TASK:
In the records below, find the line with "Summarize the content" and the line with "Instruction: Read this". Print both exactly, along with every line between them, and no other line.

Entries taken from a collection
.....

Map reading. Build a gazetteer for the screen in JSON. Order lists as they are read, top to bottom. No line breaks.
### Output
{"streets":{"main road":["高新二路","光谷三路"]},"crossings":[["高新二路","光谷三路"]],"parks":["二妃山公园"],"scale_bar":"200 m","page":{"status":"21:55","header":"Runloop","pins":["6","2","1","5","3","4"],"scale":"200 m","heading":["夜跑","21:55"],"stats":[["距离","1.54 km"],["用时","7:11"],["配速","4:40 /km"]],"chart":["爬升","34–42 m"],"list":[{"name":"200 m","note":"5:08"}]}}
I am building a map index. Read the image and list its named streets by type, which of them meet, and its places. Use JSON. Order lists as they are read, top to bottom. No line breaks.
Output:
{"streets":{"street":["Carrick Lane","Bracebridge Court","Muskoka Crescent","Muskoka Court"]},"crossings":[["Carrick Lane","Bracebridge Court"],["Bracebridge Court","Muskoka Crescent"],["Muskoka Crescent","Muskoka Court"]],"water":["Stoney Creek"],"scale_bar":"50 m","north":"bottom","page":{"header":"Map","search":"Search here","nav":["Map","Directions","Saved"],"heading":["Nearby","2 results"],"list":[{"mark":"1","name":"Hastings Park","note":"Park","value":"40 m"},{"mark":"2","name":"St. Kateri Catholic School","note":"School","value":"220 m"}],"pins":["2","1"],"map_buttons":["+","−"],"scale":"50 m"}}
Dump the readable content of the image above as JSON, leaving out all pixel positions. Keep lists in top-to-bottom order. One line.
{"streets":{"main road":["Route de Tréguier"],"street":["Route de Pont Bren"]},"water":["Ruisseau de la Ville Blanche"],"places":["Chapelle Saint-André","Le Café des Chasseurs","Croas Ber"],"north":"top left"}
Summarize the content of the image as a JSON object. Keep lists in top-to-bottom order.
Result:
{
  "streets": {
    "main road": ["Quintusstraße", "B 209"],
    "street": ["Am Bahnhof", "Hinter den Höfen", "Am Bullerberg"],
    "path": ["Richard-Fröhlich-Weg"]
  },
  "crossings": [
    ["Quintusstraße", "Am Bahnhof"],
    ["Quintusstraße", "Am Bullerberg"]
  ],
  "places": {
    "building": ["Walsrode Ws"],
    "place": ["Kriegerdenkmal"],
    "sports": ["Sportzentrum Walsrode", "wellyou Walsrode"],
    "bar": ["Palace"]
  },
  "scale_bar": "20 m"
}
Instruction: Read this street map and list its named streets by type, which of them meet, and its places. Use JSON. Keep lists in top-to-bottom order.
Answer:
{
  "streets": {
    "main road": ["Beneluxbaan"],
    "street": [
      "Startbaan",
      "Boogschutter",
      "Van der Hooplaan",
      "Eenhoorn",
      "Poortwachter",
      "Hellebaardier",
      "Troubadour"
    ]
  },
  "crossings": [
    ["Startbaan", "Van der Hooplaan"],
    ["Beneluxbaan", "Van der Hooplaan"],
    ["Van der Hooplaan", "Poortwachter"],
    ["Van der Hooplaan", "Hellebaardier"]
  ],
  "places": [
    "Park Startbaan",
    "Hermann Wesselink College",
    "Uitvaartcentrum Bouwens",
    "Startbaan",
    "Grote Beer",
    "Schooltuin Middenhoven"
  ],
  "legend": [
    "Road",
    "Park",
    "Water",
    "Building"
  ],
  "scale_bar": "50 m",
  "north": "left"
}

.....

SOLVED EXERCISE:
Summarize the content of the image as a JSON object. Keep lists in top-to-bottom order.
Result:
{
  "streets": {
    "main road": ["Quintusstraße", "B 209"],
    "street": ["Am Bahnhof", "Hinter den Höfen", "Am Bullerberg"],
    "path": ["Richard-Fröhlich-Weg"]
  },
  "crossings": [
    ["Quintusstraße", "Am Bahnhof"],
    ["Quintusstraße", "Am Bullerberg"]
  ],
  "places": {
    "building": ["Walsrode Ws"],
    "place": ["Kriegerdenkmal"],
    "sports": ["Sportzentrum Walsrode", "wellyou Walsrode"],
    "bar": ["Palace"]
  },
  "scale_bar": "20 m"
}
Instruction: Read this street map and list its named streets by type, which of them meet, and its places. Use JSON. Keep lists in top-to-bottom order.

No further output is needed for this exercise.